I imagine Frances would have worn something like this, from 1922 edition of Fashion Service magazine (image: dressmakingresearch.com)

I imagine Frances would have worn something like this, from a 1922 edition of Fashion Service magazine (image: dressmakingresearch.com)

Now. What about the lesbians? This is Sarah Waters. There have to be some lesbians, and they have to do it. And fear not, they do, quite a lot, and it’s pretty fantastic. There is a lot of talk of hips and breasts touching, and some really beautiful descriptions of types of kisses, and the mood and emotions of the – how shall I put it – encounters. ‘Encounters’ feels correct because here the sex is all illicit, secret, often hurried and urgent, which only serves to make it more erotic. Given the circumstances in which it occurs, and the circumstances of the women (yes, one of them is Frances) it becomes only more beautiful. It is loving and affectionate as well as horny and fumbly, and is often accompanied by a communication of deep feelings. At one point it is described as being like drinking water after having been deprived of it. The sex is in no way gratuitous and is not described in detail every time – sometimes it is, but sometimes it is described simply as ‘going to bed’ or something similar, which makes it seem awfully romantic and very sweet.

Surely the triumph of this novel is the analysis, exploration, and deep understanding of the very complex relationships within it.

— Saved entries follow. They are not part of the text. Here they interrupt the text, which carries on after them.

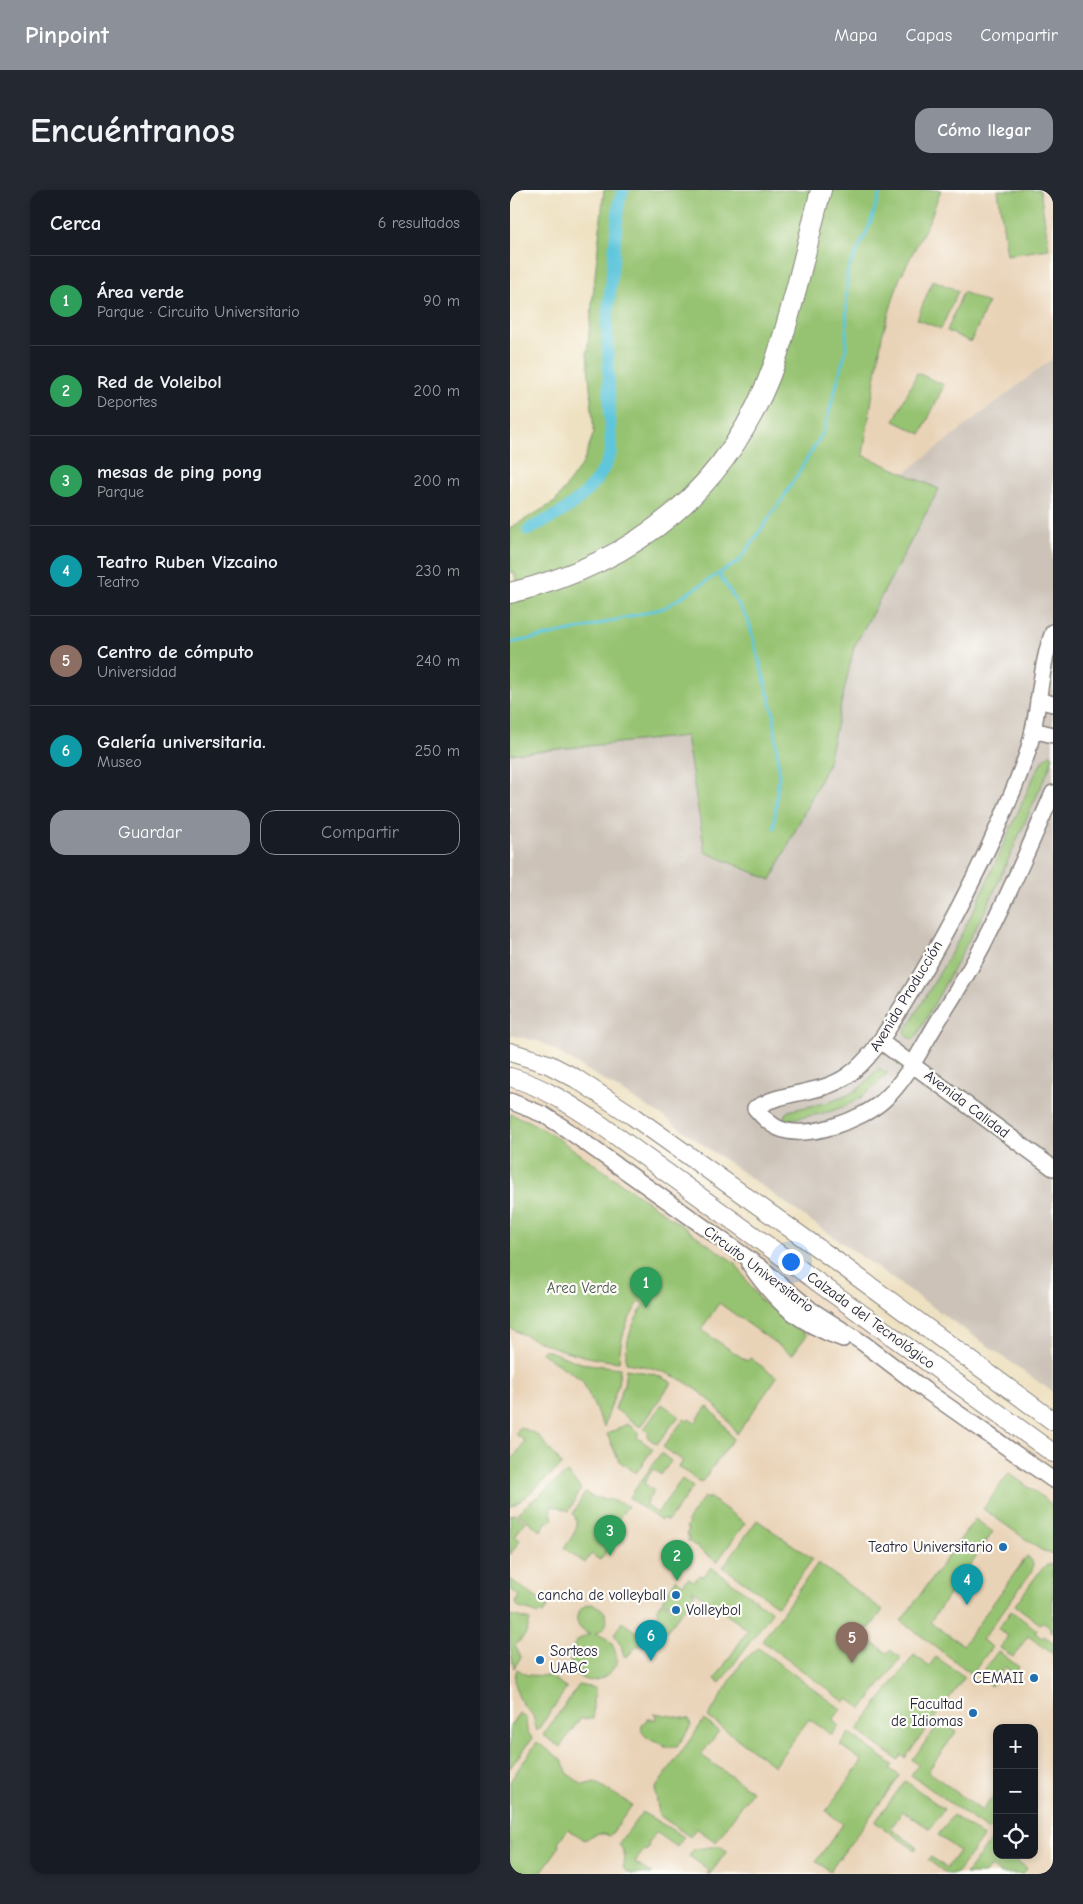 <!DOCTYPE html>
<html lang="es">
<meta charset="utf-8">
<style>
:root{--surface:#171b24;--page:#242831;--text:#f1f3f6;--muted:#9ea1a6;--line:#363941;--accent:#8c9099}
body{margin:0;font-family:"Comic Neue",sans-serif;background:var(--page);color:var(--text)}
.controls{position:absolute;right:15px;bottom:15px;display:grid;overflow:hidden;border-radius:10px;box-shadow:0 2px 8px #0003}
.controls button{width:45px;height:45px;display:grid;place-items:center;padding:0;border:0;border-bottom:1px solid var(--line);background:var(--surface);color:var(--text);font:25px sans-serif}
.you{position:absolute;left:280px;top:1071px;width:18px;height:18px;margin:-12px;border:4px solid #fff;border-radius:50%;background:#1a73e8;box-shadow:0 0 0 8px #1a73e833}
.badge{display:grid;place-items:center;width:32px;height:32px;border-radius:50%;background:var(--accent);color:#fff;font-size:16px;font-weight:700}
.pin{position:absolute;translate:-50% -41px;filter:drop-shadow(0 1px 2px #0008)}
.pin::after{content:'';position:absolute;top:26px;width:18px;height:15px;background:inherit;clip-path:polygon(0 0,100% 0,50% 100%)}
.list{margin:0;padding:0;list-style:none}
h2{display:flex;justify-content:space-between;align-items:center;height:65px;margin:0;padding:0 20px;font-size:21px}
h2 small{font-size:16px;font-weight:400;color:var(--muted)}
.list li{display:grid;grid-template-columns:32px 1fr auto;gap:15px;align-items:center;box-sizing:border-box;height:90px;padding:0 20px;border-top:1px solid var(--line)}
.list b{display:block;font-size:19px;white-space:nowrap}
.list p{margin:0;font-size:16px;white-space:nowrap;color:var(--muted)}
.list em{font-size:16px;font-style:normal;color:var(--muted)}
.actions{display:flex;gap:10px;padding:15px 20px}
.actions a{flex:1;padding:11px 0;border:1px solid var(--accent);border-radius:15px;text-align:center;font-size:18px;color:var(--accent)}
.actions .main{background:var(--accent);color:#fff}
.icon{flex:none;width:28px;height:28px;fill:none;stroke:currentColor;stroke-width:2;stroke-linecap:round;stroke-linejoin:round}
.map{position:relative;flex:none;width:543px;height:1684px;overflow:hidden;border-radius:15px}
header{display:flex;align-items:center;gap:30px;box-sizing:border-box;height:70px;padding:0 25px;background:var(--accent);color:#fff}
header strong{font-size:24px}
nav{display:flex;gap:28px;margin-inline-start:auto;font-size:18px}
.intro{display:flex;align-items:center;justify-content:space-between;box-sizing:border-box;height:120px;padding:0 30px}
h1{margin:0;font-size:35px}
.button{padding:12px 22px;border-radius:15px;background:var(--accent);color:#fff;font-size:18px;font-weight:700}
main{display:flex;gap:30px;padding:0 30px}
aside{flex:1;background:var(--surface);border-radius:15px;box-shadow:0 2px 8px #0003}
.map>svg:first-child{display:block}
.built{fill:#e9d3b7;fill-rule:evenodd}
.industrial{fill:#ccc2b8}
.green{fill:#96c371;stroke:#5c7256}
.lines{fill:none;stroke-linecap:round;stroke-linejoin:round}
.stream{stroke:#5ec6db;stroke-width:3}
.canal{stroke:#5ec6db;stroke-width:12}
.secondary-casing{stroke:#88827e;stroke-width:18}
.primary-casing{stroke:#88827e;stroke-width:20}
.highway-casing{stroke:#88827e;stroke-width:22}
.secondary{stroke:#fff;stroke-width:15}
.primary{stroke:#fff;stroke-width:18}
.highway{stroke:#fff;stroke-width:20}
.poi-dot{fill:#1f6fb2;stroke:#fdfcf7;stroke-width:2}
.labels{text-anchor:middle;dominant-baseline:central;stroke-width:4.5;stroke-linejoin:round;paint-order:stroke}
.street-label{font-size:15px;fill:#22223b;stroke:#fdfcf7}
.park-label{font-size:15px;fill:#4b5a4e;stroke:#fdfcf7}
.poi-label{font-size:15px;fill:#22223b;stroke:#fdfcf7;text-anchor:end}
</style>
<header>
<strong>Pinpoint</strong>
<nav><a>Mapa</a><a>Capas</a><a>Compartir</a></nav>
</header>
<div class="intro"><h1>Encuéntranos</h1><a class="button">Cómo llegar</a></div>
<main>
<aside>
<h2>Cerca<small>6 resultados</small></h2>
<ul class="list">
<li><span class="badge" style="background:#2e9e5b">1</span><div><b>Área verde</b><p>Parque · Circuito Universitario</p></div><em>90 m</em></li>
<li><span class="badge" style="background:#2e9e5b">2</span><div><b>Red de Voleibol</b><p>Deportes</p></div><em>200 m</em></li>
<li><span class="badge" style="background:#2e9e5b">3</span><div><b>mesas de ping pong</b><p>Parque</p></div><em>200 m</em></li>
<li><span class="badge" style="background:#0f9aa8">4</span><div><b>Teatro Ruben Vizcaino</b><p>Teatro</p></div><em>230 m</em></li>
<li><span class="badge" style="background:#8d6e63">5</span><div><b>Centro de cómputo</b><p>Universidad</p></div><em>240 m</em></li>
<li><span class="badge" style="background:#0f9aa8">6</span><div><b>Galería universitaria.</b><p>Museo</p></div><em>250 m</em></li>
</ul>
<div class="actions"><a class="main">Guardar</a><a>Compartir</a></div>
</aside>
<div class="map">
<svg width="543" height="1684" viewBox="0 0 543 1684">
<rect width="100%" height="100%" fill="#fdfcf7"/>
<filter id="ink" filterUnits="userSpaceOnUse"><feTurbulence type="fractalNoise" baseFrequency=".02" numOctaves="2"/><feDisplacementMap in="SourceGraphic" scale="10" xChannelSelector="R" yChannelSelector="G"/><feConvolveMatrix kernelMatrix="1 2 1 2 8 2 1 2 1" color-interpolation-filters="sRGB"/></filter>
<filter id="wash" filterUnits="userSpaceOnUse"><feTurbulence type="fractalNoise" baseFrequency=".0096" numOctaves="4" result="noise"/><feDisplacementMap in="SourceGraphic" scale="20" xChannelSelector="R" yChannelSelector="G"/><feGaussianBlur stdDeviation="1.12" result="paint"/><feColorMatrix in="noise" values="0 0 0 0 0 0 0 0 0 0 0 0 0 0 0 0 0 1.4 0 .05"/><feComposite in="paint" operator="in"/></filter>
<g filter="url(#wash)">
<rect width="100%" height="100%" fill="#eee1c1"/>
<!-- built -->
<g class="built">
<polygon points="431,0 543,0 543,168 393,284 353,265 372,146 389,90 420,29"/>
<path d="M0 895 25 903 52 918 543 1273V1684H0ZM487 1538H524V1665H487Z"/>
</g>
<!-- industrial -->
<polygon class="industrial" points="543,168 543,1202 154,927 31,852 0,845 0,563 176,546 195,662 317,576 344,457 428,299 393,284"/>
<!-- green -->
<g class="green">
<polygon points="94,0 431,0 420,29 389,90 372,146 353,265 429,299 344,457 317,576 261,690 195,662 176,546 0,564 0,411 11,408 4,382 0,383 0,338 45,312 73,273 84,242 77,163"/>
<polygon points="488,0 530,0 539,59 497,65"/>
<polygon points="423,90 448,101 431,139 407,129"/>
<polygon points="453,102 478,113 461,152 437,141"/>
<polygon points="407,183 434,195 411,244 384,231"/>
<path d="M540 564 543 566 541 574 477 717 406 847 402 850 396 846 395 842 443 760 468 712 520 595C525 585 531 570 540 564Z"/>
<path d="M369 878 377 883C345 920 322 922 277 930L274 928 275 924 279 921C304 914 332 913 353 895 358 890 363 883 369 878Z"/>
<path d="M0 924 19 931 43 945 225 1073 250 1110 297 1145 282 1165 209 1113 191 1140 237 1171 240 1168 267 1187 227 1244C199 1201 167 1180 116 1173 115 1150 122 1134 134 1115L130 1111C116 1130 110 1149 109 1172 70 1168 35 1156 0 1138Z"/>
<polygon points="34,1159 70,1173 110,1178 108,1195 94,1237 72,1190 31,1163"/>
<polygon points="116,1179 144,1184 162,1192 130,1237 105,1219 114,1195"/>
<polygon points="152,1214 169,1226 147,1254 137,1247 139,1243 134,1239"/>
<polygon points="197,1216 211,1231 223,1249 191,1293 169,1277 173,1271 153,1257 174,1229 177,1231 179,1229 185,1233"/>
<polygon points="117,1234 129,1242 127,1247 143,1259 126,1283 109,1271 97,1244"/>
<polygon points="10,1237 28,1245 52,1275 10,1311 0,1317 0,1273 15,1251 5,1244"/>
<polygon points="151,1263 161,1271 151,1285 143,1279 134,1293 144,1301 135,1314 147,1323 172,1289 183,1297 158,1331 153,1328 151,1331 119,1308"/>
<polygon points="57,1283 71,1299 59,1321 49,1317 40,1317 43,1329 36,1333 31,1341 7,1323"/>
<polygon points="499,1283 543,1315 543,1364 531,1360 473,1319"/>
<path d="M75 1302 82 1307 101 1310 118 1316 98 1342 106 1348 90 1370 81 1364 75 1373 54 1358C62 1346 72 1337 63 1324Z"/>
<polygon points="194,1307 198,1309 199,1307 235,1333 207,1372 177,1350 179,1347 176,1345 179,1340 176,1338 179,1333 177,1331"/>
<polygon points="5,1324 15,1332 5,1346 10,1350 0,1365 0,1326"/>
<path d="M465 1329 483 1342 420 1432 453 1455 517 1366C523 1370 524 1374 522 1381L472 1450 482 1457 462 1484 391 1431Z"/>
<polygon points="247,1330 303,1369 268,1416 213,1377"/>
<polygon points="308,1373 373,1420 360,1438 355,1439 351,1444 377,1463 380,1460 391,1468 352,1519 338,1509 335,1512 252,1451"/>
<polygon points="543,1373 543,1443 539,1440 541,1438 532,1432 530,1434 505,1415 530,1381 535,1376"/>
<polygon points="201,1377 262,1422 210,1493 205,1489 238,1440 183,1400 182,1402 185,1404 156,1442 154,1441 149,1448 146,1446 151,1439 146,1435 151,1429 146,1425 149,1422 146,1420 152,1412 160,1418 161,1416 152,1410 166,1389 173,1394 178,1388 184,1391 190,1385 193,1387"/>
<polygon points="0,1389 38,1416 33,1424 30,1422 28,1425 24,1422 9,1418 6,1413 10,1406 0,1399"/>
<path d="M79 1414C99 1416 104 1437 85 1444 102 1448 106 1457 107 1475 69 1520 39 1455 80 1444 63 1439 62 1420 79 1414Z"/>
<polygon points="501,1421 527,1440 525,1443 532,1448 534,1446 543,1452 543,1464 518,1446 503,1467 490,1458 498,1446 488,1439"/>
<polygon points="2,1425 20,1430 16,1444 5,1456 11,1467 4,1478 0,1455 0,1429"/>
<polygon points="112,1432 139,1451 125,1458 117,1467 114,1466 111,1455 104,1444"/>
<polygon points="248,1458 331,1519 323,1530 329,1535 322,1545 299,1529 264,1576 198,1527 232,1472"/>
<polygon points="488,1461 509,1477 504,1484 495,1477 481,1496 469,1487"/>
<polygon points="404,1465 419,1476 426,1467 455,1487 395,1568 391,1565 388,1570 347,1540"/>
<path d="M7 1479 17 1485 40 1486 57 1498 27 1541C24 1536 25 1531 23 1526 21 1522 17 1520 15 1517 7 1508 2 1490 7 1479Z"/>
<polygon points="69,1495 85,1498 85,1507 83,1508 83,1529 70,1529 50,1557 33,1545"/>
<polygon points="9,1523 16,1528 17,1541 22,1548 0,1578 0,1536"/>
<path d="M144 1523 179 1529 181 1536 167 1557H154V1554C141 1553 121 1540 138 1529H147Z"/>
<polygon points="194,1530 209,1541 191,1565 242,1601 206,1652 186,1638 180,1647 149,1625 145,1599"/>
<polygon points="431,1531 446,1542 418,1581 472,1621 487,1601 487,1628 478,1640 401,1585 408,1575 402,1570"/>
<polygon points="339,1543 383,1575 380,1579 390,1586 320,1681 306,1671 333,1634 316,1621 352,1571 330,1555"/>
<path d="M27 1552 52 1570 58 1584 73 1595 85 1592 122 1615 100 1646C90 1642 84 1644 75 1650L58 1639 48 1653 50 1656 30 1684H0V1591Z"/>
<polygon points="395,1591 434,1619 420,1639 393,1621 381,1638 407,1657 405,1660 365,1632"/>
<path d="M132 1622 174 1647 167 1657 146 1642 138 1654 140 1656 136 1661 134 1660 125 1672 142 1684H121L113 1678C116 1668 115 1662 109 1654Z"/>
<polygon points="443,1625 473,1647 446,1684 437,1684 418,1670 420,1667 437,1678 449,1661 428,1645"/>
<polygon points="480,1651 487,1656 487,1665 499,1665 517,1678 513,1684 491,1684 480,1676 475,1684 456,1684"/>
<polygon points="210,1656 217,1661 200,1684 197,1684 199,1680 179,1666 184,1659"/>
</g>
<g class="lines">
<!-- stream -->
<g class="stream">
<polyline points="209,384 238,430 264,525 269,582 264,638"/>
<polyline points="0,453 70,439 154,418 229,371 273,308 314,241 336,160 337,82 359,37 371,0"/>
</g>
<!-- canal -->
<path class="canal" d="M18 340C30 332 44 328 56 319 76 305 93 285 101 262L97 133 109 12 113 0"/>
</g>
</g>
<g filter="url(#ink)">
<g class="lines">
<defs>
<g id="secondary">
<path d="M543 442C528 482 530 527 516 567 486 650 439 740 393 815 377 840 362 869 337 886 314 902 287 901 262 910 256 912 250 916 245 918 252 926 259 934 268 938 296 951 352 930 374 910 396 890 410 861 425 836 443 807 462 778 477 747 501 701 522 650 543 603"/>
<polyline points="528,510 543,514"/>
<polyline points="523,540 543,545"/>
<polyline points="370,851 543,978"/>
<polyline points="0,911 34,925 53,937 249,1076 300,1119 353,1153 415,1200 543,1290"/>
<path d="M240 1075C266 1113 288 1133 333 1149"/>
</g>
<g id="primary">
<polyline points="0,862 38,874 65,888 123,926 322,1068 543,1231"/>
<path d="M0 887C35 897 64 917 94 937L543 1263"/>
</g>
<path id="highway" d="M0 403C127 373 221 297 265 172 284 116 296 57 311 0"/>
</defs>
<!-- secondary casing -->
<use href="#secondary" class="secondary-casing"/>
<!-- primary casing -->
<use href="#primary" class="primary-casing"/>
<!-- highway casing -->
<use href="#highway" class="highway-casing"/>
<!-- secondary -->
<use href="#secondary" class="secondary"/>
<!-- primary -->
<use href="#primary" class="primary"/>
<!-- highway -->
<use href="#highway" class="highway"/>
</g>
</g>
<!-- markers -->
<g class="poi-dot">
<circle cx="493" cy="1357" r="5"/>
<circle cx="166" cy="1405" r="5"/>
<circle cx="166" cy="1420" r="5"/>
<circle cx="30" cy="1470" r="5"/>
<circle cx="524" cy="1488" r="5"/>
<circle cx="463" cy="1523" r="5"/>
</g>
<g class="labels">
<!-- street labels -->
<g class="street-label">
<text transform="translate(396 806) rotate(-59)">Avenida Producción</text>
<text transform="translate(457 914) rotate(37)">Avenida Calidad</text>
<text transform="translate(249 1079) rotate(37)">Circuito Universitario</text>
<text transform="translate(361 1130) rotate(36)">Calzada del Tecnológico</text>
</g>
<!-- park labels -->
<g class="park-label">
<text x="72" y="1098">Area Verde</text>
</g>
<!-- poi labels -->
<g class="poi-label">
<text x="483" y="1357">Teatro Universitario</text>
<text x="156" y="1405">cancha de volleyball</text>
<text x="176" y="1420" text-anchor="start">Volleybol</text>
<text x="40" y="1461" text-anchor="start">Sorteos<tspan x="40" dy="17">UABC</tspan></text>
<text x="514" y="1488">CEMAII</text>
<text x="453" y="1514">Facultad<tspan x="453" dy="17">de Idiomas</tspan></text>
</g>
</g>
</svg>
<div class="controls">
<button>+</button>
<button>−</button>
<button><svg class="icon" aria-label="locate" viewBox="0 0 24 24"><circle cx="12" cy="12" r="6"/><path d="M12 2v4M12 18v4M2 12h4M18 12h4"/></svg></button>
</div>
<div class="you"></div>
<div class="pin badge" style="left:136px;top:1118px;background:#2e9e5b">1</div>
<div class="pin badge" style="left:167px;top:1391px;background:#2e9e5b">2</div>
<div class="pin badge" style="left:100px;top:1366px;background:#2e9e5b">3</div>
<div class="pin badge" style="left:457px;top:1415px;background:#0f9aa8">4</div>
<div class="pin badge" style="left:342px;top:1473px;background:#8d6e63">5</div>
<div class="pin badge" style="left:141px;top:1471px;background:#0f9aa8">6</div>
</div>
</main>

They are mostly Frances’ relationships, with her mother, Mrs Barber (who soon becomes ‘Lillian’) and Mr Barber (who soon becomes ‘Len’). She relates to them all in different but equally multi-faceted ways, and nothing that is said or done is ever (or at least is very rarely) completely honest and transparent. Much like Donna Tartt, Sarah Waters seem to perfectly perceive the delicacies and intricacies of our relationships and interactions; not only that but she is able to to transcribe them in such a way that they seem to be happening right in front of you. Actually, ‘transcribe’ is the wrong word, it is too literal. She moulds these scenes and these relationships out of words and captures them on the page, whereby they are relayed to us, the reader. This story is intensely personal as we see the most private of moments between the characters (I do not mean just the sex scenes – private in every sense) and yet the story and its characters are universal. They are normal, unremarkable people who are made remarkable by their actions and the ways in which they live their lives. We come to love them as we do the people we know in real life. I still think of Sue and Maud from Fingersmith and Margaret from Affinity; I’m sure I will continue to think about Frances and Lillian.

The Paying Guests is classic Waters (drama, intrigue, period setting, lesbians, sex, single women, feminism) but it is also entirely new and modern. Though it has similar elements it doesn’t feel like anything she has written before, which is wonderful. I wish, wish, wish I could talk more about details of the plot, but has I had no idea of them when I started reading I think it would ruin the reading experience for anyone else. Though if you’ve read it I am dying to talk about it! Get me on Twitter.

So there you have it. Another amazing, beautiful novel from Sarah Waters. If you loved her other novels you will love this one too, but you will also love it even if you haven’t read the others. There’s a bit of something for everyone, I think, as the novel as so many different elements and facets, so many different types of story within it. I loved it.

Published by Virago (UK) on 28th August 2014. My copy was kindly provided by the publisher for review.